Creative fiction comes built in with a very handy tool for writers–suspension of disbelief. To a certain extent, the reader is willing to believe what you (the author) say is true simply because you say so. There are dragons in your world? Sure, let’s read about them. There’s no such thing as a smart phone? Sure, why not. You have to be careful to stay within the set rules of your universe and not strain/break that suspension of disbelief, but it is a very handy tool.

Language works the same way. Would someone born and raised in China likely speak English everywhere they go? No. Does that mean you can’t write that story until you become fluent in Chinese? Again, no. As we have been trained to do since before most of us would be able to even really think about it, suspension of disbelief allows the reader to assume that the novel is a modern-English translation of whatever your characters would likely be speaking. You can easily break this disbelief by throwing in too-modern language in historical pieces, but you by no means have to learn some different dialect just because you are writing historical fiction. And that really is for a few reasons.

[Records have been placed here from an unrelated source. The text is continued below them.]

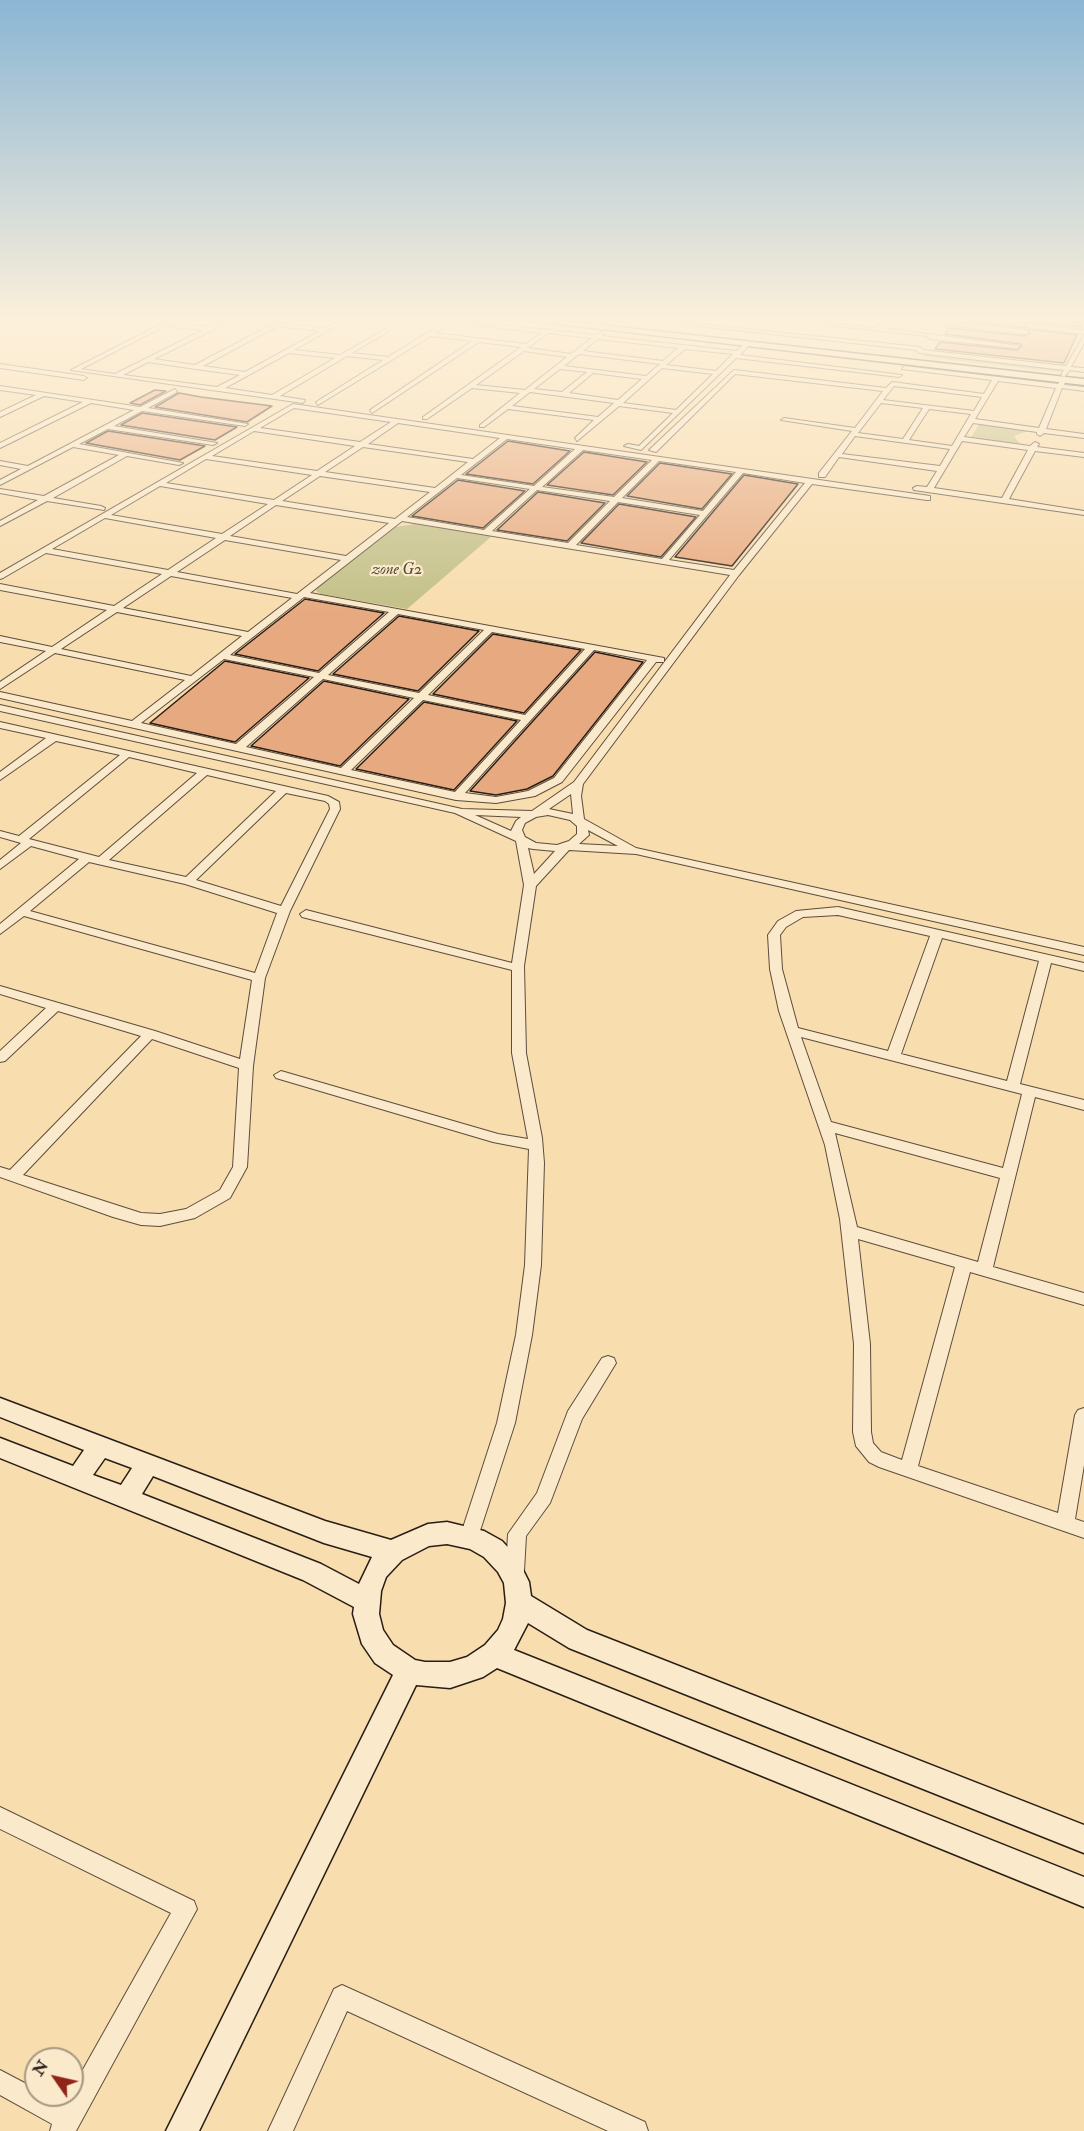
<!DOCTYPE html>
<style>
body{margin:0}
#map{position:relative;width:1084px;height:2131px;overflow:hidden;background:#f8ddae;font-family:"IM FELL Double Pica",serif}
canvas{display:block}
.north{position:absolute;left:24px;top:2047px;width:60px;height:60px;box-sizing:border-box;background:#fae9ca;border:2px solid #a69782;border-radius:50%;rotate:304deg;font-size:16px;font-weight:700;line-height:24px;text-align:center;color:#291d17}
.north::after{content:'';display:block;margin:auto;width:21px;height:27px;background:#8f2418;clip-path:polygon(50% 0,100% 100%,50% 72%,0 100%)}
</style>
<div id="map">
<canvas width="1084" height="2131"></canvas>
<div class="north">N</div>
</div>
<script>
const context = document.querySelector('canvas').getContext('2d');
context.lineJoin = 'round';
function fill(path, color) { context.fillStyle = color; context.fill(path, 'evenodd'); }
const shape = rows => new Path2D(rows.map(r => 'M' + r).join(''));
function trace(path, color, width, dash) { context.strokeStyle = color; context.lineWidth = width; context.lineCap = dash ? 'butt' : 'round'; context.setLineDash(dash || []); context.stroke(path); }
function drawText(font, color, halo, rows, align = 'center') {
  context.font = font + ' "IM FELL Double Pica",serif'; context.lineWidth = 4.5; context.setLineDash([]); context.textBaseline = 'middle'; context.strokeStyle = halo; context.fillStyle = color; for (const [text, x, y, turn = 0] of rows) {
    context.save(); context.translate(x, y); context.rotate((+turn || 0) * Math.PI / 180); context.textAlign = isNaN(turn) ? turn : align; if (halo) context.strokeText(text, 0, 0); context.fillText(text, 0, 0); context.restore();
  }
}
fill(shape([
 [926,354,1062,369,1060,372,924,357],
 [979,424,1026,430,1028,431,1014,436,1020,444,971,438],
 [416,524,492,536,407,609,321,594,316,591,317,587,394,527]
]), '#c2bf87');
const building = shape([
 [956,318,997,322,1001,318,1066,318,1071,322,1083,323,1081,327,1029,322,1025,328,954,320,956,318],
 [949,328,1025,336,1030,333,1028,329,1077,335,1064,363,935,349,940,342,1017,350,1022,346,1020,344,945,334,949,328],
 [155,390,166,391,140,405,130,403,155,390],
 [179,393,201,397,272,406,247,422,155,407,179,393],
 [142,413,237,427,215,440,121,425,142,413],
 [108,431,205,446,180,460,86,443,108,431],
 [508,441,570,451,533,484,466,474,508,441],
 [584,452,647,462,613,495,547,485,584,452],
 [660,463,732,474,702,509,627,496,660,463],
 [744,475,798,484,732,566,675,557,744,475],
 [458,480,525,491,483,528,412,516,458,480],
 [538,492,605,503,567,541,497,530,538,492],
 [619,504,696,517,661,557,581,543,619,504],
 [305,599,384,613,318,671,235,654,305,599],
 [399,616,479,631,418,691,333,674,399,616],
 [493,634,581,650,524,713,433,694,493,634],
 [595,652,643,662,553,776,527,789,496,795,470,791,595,652],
 [225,661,309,678,235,742,150,723,225,661],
 [324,681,409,699,340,766,251,746,324,681],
 [424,702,517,721,454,790,356,769,424,702]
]);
fill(building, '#e7a97f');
trace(building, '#291d17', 1.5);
const street = shape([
 [173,318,179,318,171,323,209,327,229,318,235,318,325,328,345,318,351,318,294,350,340,355,405,318,411,318,352,353,388,357,445,322,424,318,455,318,456,320,596,335,601,332,604,334,602,336,736,351,748,341,751,343,740,355,902,375,899,377,736,358,641,450,624,446,628,444,639,446,673,413,619,406,577,441,575,438,594,420,508,409,484,427,480,427,480,425,520,393,472,388,427,419,423,419,423,417,521,347,479,342,372,413,370,410,472,341,431,336,318,405,316,402,383,360,347,356,280,396,305,400,303,403,71,370,173,318],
 [231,321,271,325,195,365,154,359,231,321],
 [452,323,542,333,526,344,435,333,452,323],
 [165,326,203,330,115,374,81,369,165,326],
 [278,326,320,331,245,372,203,366,278,326],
 [548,333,592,338,571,354,528,348,548,333],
 [598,339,678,348,663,361,583,351,598,339],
 [685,349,733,354,716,371,666,365,685,349],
 [524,351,567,357,525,390,476,385,524,351],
 [289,353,335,358,272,395,225,388,289,353],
 [579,354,660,364,646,376,564,366,579,354],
 [148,362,196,369,240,375,217,387,123,375,148,362],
 [662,368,713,374,676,410,623,403,662,368],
 [560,369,587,372,562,392,534,389,560,369],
 [593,373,642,379,618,400,569,393,593,373],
 [530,392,614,403,598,417,512,406,530,392],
 [603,318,609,318,601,324,597,324,603,318],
 [626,318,641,318,920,347,923,350,1066,366,1084,335,1084,343,1071,367,1084,368,1084,372,1070,370,1064,377,1061,375,1064,370,919,353,916,350,626,318],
 [763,318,778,318,876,328,884,318,890,318,882,328,1020,346,1017,348,930,339,927,336,763,318],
 [1068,318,1084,318,1084,321,1071,320,1068,318],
 [940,321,1025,330,1028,332,1025,334,938,324,940,321],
 [1029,324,1084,330,1084,334,1027,327,1029,324],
 [0,364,84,376,87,378,84,380,0,368,0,364],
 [904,366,1058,384,1063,377,1066,379,1064,385,1084,387,1084,391,1062,388,1046,429,1084,434,1084,438,1044,433,1040,436,1037,434,1037,432,973,423,964,437,1030,446,1035,442,1039,444,1037,447,1084,453,1084,457,1035,451,1009,499,1084,511,1084,515,914,490,913,488,917,486,927,487,937,471,839,457,825,477,819,477,819,473,852,431,781,420,784,418,855,428,883,391,735,374,656,452,649,450,734,370,886,388,892,382,984,394,992,380,902,369,904,366],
 [998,381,1056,388,1039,428,975,419,998,381],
 [894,386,982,397,974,411,883,400,894,386],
 [881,403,923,408,903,439,858,433,881,403],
 [929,409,971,414,952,446,909,440,929,409],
 [855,436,950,449,940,466,842,454,855,436],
 [962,441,1028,450,1002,498,934,488,962,441],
 [0,386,140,407,175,389,177,392,148,408,248,424,245,426,142,411,114,426,217,443,213,445,108,429,79,444,183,463,179,465,127,456,53,498,101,506,105,508,104,510,47,501,0,526,0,521,38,500,0,493,0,489,44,496,119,455,73,447,0,485,0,480,21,469,0,465,0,461,28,466,134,410,91,403,0,448,0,443,83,402,44,396,0,417,0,412,36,395,0,390,0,386],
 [293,404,930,496,930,500,927,500,812,484,739,575,583,784,581,796,584,819,636,848,1084,947,1084,955,636,854,569,850,536,886,524,966,526,1053,542,1138,544,1163,541,1265,532,1335,515,1423,478,1537,476,1543,469,1545,462,1543,460,1537,497,1423,516,1335,525,1265,529,1149,493,1142,276,1078,274,1075,281,1071,498,1134,528,1139,512,1053,512,970,302,917,300,914,306,910,512,963,524,885,516,841,455,813,0,711,0,705,462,809,532,811,574,782,730,575,402,521,310,593,664,658,664,662,656,662,562,782,535,796,496,803,456,800,0,698,0,692,132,721,185,680,55,653,0,689,0,682,46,651,0,642,0,636,52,647,107,610,0,590,0,584,114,606,162,574,46,553,3,578,0,579,0,573,293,404],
 [294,408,391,422,360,442,260,428,294,408],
 [398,423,500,438,473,459,368,444,398,423],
 [254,431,355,446,317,471,212,456,254,431],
 [507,439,575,449,534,486,461,475,507,439],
 [363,447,468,462,435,488,325,472,363,447],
 [583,450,652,460,614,497,542,487,583,450],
 [206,459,312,475,274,500,166,483,206,459],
 [659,461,736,472,703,511,622,498,659,461],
 [743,473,805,483,734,570,669,560,743,473],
 [320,476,430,492,395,519,282,501,320,476],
 [457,478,530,489,484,530,407,517,457,478],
 [160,486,268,504,222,534,111,515,160,486],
 [537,490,610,501,568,543,492,531,537,490],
 [618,502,700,515,662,559,576,545,618,502],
 [276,505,389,523,346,556,230,536,276,505],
 [105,518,216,538,168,570,52,549,105,518],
 [225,540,341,560,297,594,177,572,225,540],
 [171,576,292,598,248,632,123,608,171,576],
 [304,597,389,612,319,673,230,655,304,597],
 [117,612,242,636,191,676,61,649,117,612],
 [398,614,484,630,419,693,328,675,398,614],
 [492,632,585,649,525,715,428,695,492,632],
 [594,650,647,660,554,778,528,791,496,797,465,793,594,650],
 [224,659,314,677,236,744,141,723,224,659],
 [323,679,414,698,341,768,246,747,323,679],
 [423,700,521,720,455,792,351,770,423,700],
 [571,794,573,814,549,809,571,794],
 [475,815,521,817,516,821,511,831,475,815],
 [548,815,570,820,577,826,577,834,569,841,557,845,536,843,525,837,522,830,525,823,536,817,548,815],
 [588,830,618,846,579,844,589,835,588,830],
 [528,848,533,849,555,851,534,874,528,848],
 [0,722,328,796,339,802,340,809,290,911,265,978,253,1066,247,1167,230,1198,195,1218,160,1226,141,1225,113,1217,0,1177,0,1167,10,1170,141,1036,58,1011,5,1061,0,1062,0,1051,46,1008,0,994,0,986,155,1031,240,1059,252,980,24,916,0,934,0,924,79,859,31,846,0,869,0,860,21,843,0,837,0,831,19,836,120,755,56,741,0,780,0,772,46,738,0,728,0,722],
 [129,757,197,773,99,857,29,839,129,757],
 [207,775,276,791,186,877,109,860,207,775],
 [286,793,325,801,329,804,330,809,281,906,196,880,286,793],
 [89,862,185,884,277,913,255,973,30,911,89,862],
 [152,1039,239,1068,233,1167,220,1190,186,1209,160,1214,141,1213,23,1175,152,1039],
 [838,907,1084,963,1084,971,1051,963,1020,1084,1084,1100,1084,1110,1035,1097,993,1267,1084,1293,1084,1305,970,1272,918,1466,1058,1513,1075,1415,1078,1410,1084,1408,1084,1465,1075,1519,1084,1522,1084,1538,879,1467,869,1462,856,1446,853,1432,854,1344,840,1219,825,1145,779,1011,770,969,768,935,778,921,796,911,838,907],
 [838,915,930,936,888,1051,798,1028,782,969,780,935,786,927,803,917,838,915],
 [942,938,1039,961,1007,1081,901,1054,942,938],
 [801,1037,1022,1094,1003,1168,831,1122,801,1037],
 [835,1133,1000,1178,978,1262,857,1227,835,1133],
 [858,1239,955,1267,902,1460,881,1452,873,1443,871,1432,870,1344,858,1239],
 [608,1356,614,1358,616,1363,582,1419,550,1503,526,1536,524,1571,522,1577,515,1580,508,1577,506,1571,508,1534,537,1493,568,1411,602,1358,608,1356],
 [0,1807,194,1901,197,1909,76,2131,50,2131,52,2124,0,2095,0,2070,36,2089,36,2095,48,2095,64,2104,69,2095,72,2095,72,2089,171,1913,0,1829,0,1807],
 [342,1985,645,2122,648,2131,608,2131,347,2011,293,2131,268,2131,334,1989,342,1985]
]);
const secondary = shape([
 [520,318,539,318,1084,379,1084,385,523,320,520,318],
 [0,1398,325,1521,391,1540,428,1524,447,1522,484,1531,502,1541,516,1556,529,1582,531,1596,587,1630,1084,1825,1084,1853,569,1648,528,1623,514,1650,1084,1877,1084,1907,497,1668,483,1677,450,1688,416,1685,199,2131,166,2131,393,1675,375,1663,362,1644,353,1614,354,1607,303,1580,0,1458,0,1438,73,1466,84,1450,0,1417,0,1398],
 [105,1458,132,1468,121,1485,93,1475,105,1458],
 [153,1476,324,1543,372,1557,359,1584,321,1564,142,1494,153,1476],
 [447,1544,470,1549,484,1557,498,1572,504,1583,506,1603,503,1619,498,1630,485,1645,467,1657,450,1662,425,1662,415,1660,393,1645,383,1630,379,1614,381,1591,386,1577,402,1560,429,1546,447,1544]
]);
trace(street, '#5d4d3d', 2);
trace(secondary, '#291d17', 3);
fill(street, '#fae9ca');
fill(secondary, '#fae9ca');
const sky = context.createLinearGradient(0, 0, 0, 616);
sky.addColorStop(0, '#8bb6d4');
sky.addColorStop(0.52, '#fcf0db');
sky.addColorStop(1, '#fcf0db00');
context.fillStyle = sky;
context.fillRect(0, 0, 1084, 616);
drawText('italic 16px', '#574e39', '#fae9ca', [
 ["zone G2",397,571]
]);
</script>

1. Suspension of disbelief covers you.

As I said above, people aren’t going to condemn your WWII story for not being written in Polish when that’s your setting. They aren’t going to condemn you for not writing in Early-Modern English for a Tudor period piece. Just keep the modern slang out of it, and it is assumed your work is a “translation”.

2. You’re more than likely going to get something wrong and be more distracting.

Unless you are a linguistics protege/actually did get your PhD and are now fluent in the vocabulary and syntax of whatever time period you’re setting your story in, trying to make your characters sound Shakespearean is just going to make the dialogue stilted, and annoying to people who might be more familiar in the usage (that’s not how you use thou!) You will end up with better writing writing as you are comfortable.

3. It makes it easier for your audience to read.

As well-remembered as Shakespeare is, there are still plenty of people who just “don’t get it” and thus don’t especially like struggling through the Elizabethan language while attempting to follow along. Perhaps you know all the nuances, perhaps you don’t, you still have cut your possible readership down to people who understand Early-Modern English/don’t mind muddling through. Generally your sales will thank you not to do so.

And so, don’t worry too much about what your characters would actually speak when you’re writing, even when writing historical fiction. Worry about not throwing someone out of the time period altogether with modern slang. As long as you are careful about that, you’re in good shape.

(Note: When it comes to using a word that you feel might sound too “modern” I highly suggest looking at etymonline.com. An online etymological source, it has the historical usage of most words in its database. So can you use the word “crazy” to describe the man yelling about the world ending outside the Globe Theatre? Etymonline says if it’s after 1570, yes if you mean “diseased, sickly” or after 1610 to mean (the more modern usage) “of unsound mind, or behaving as so”).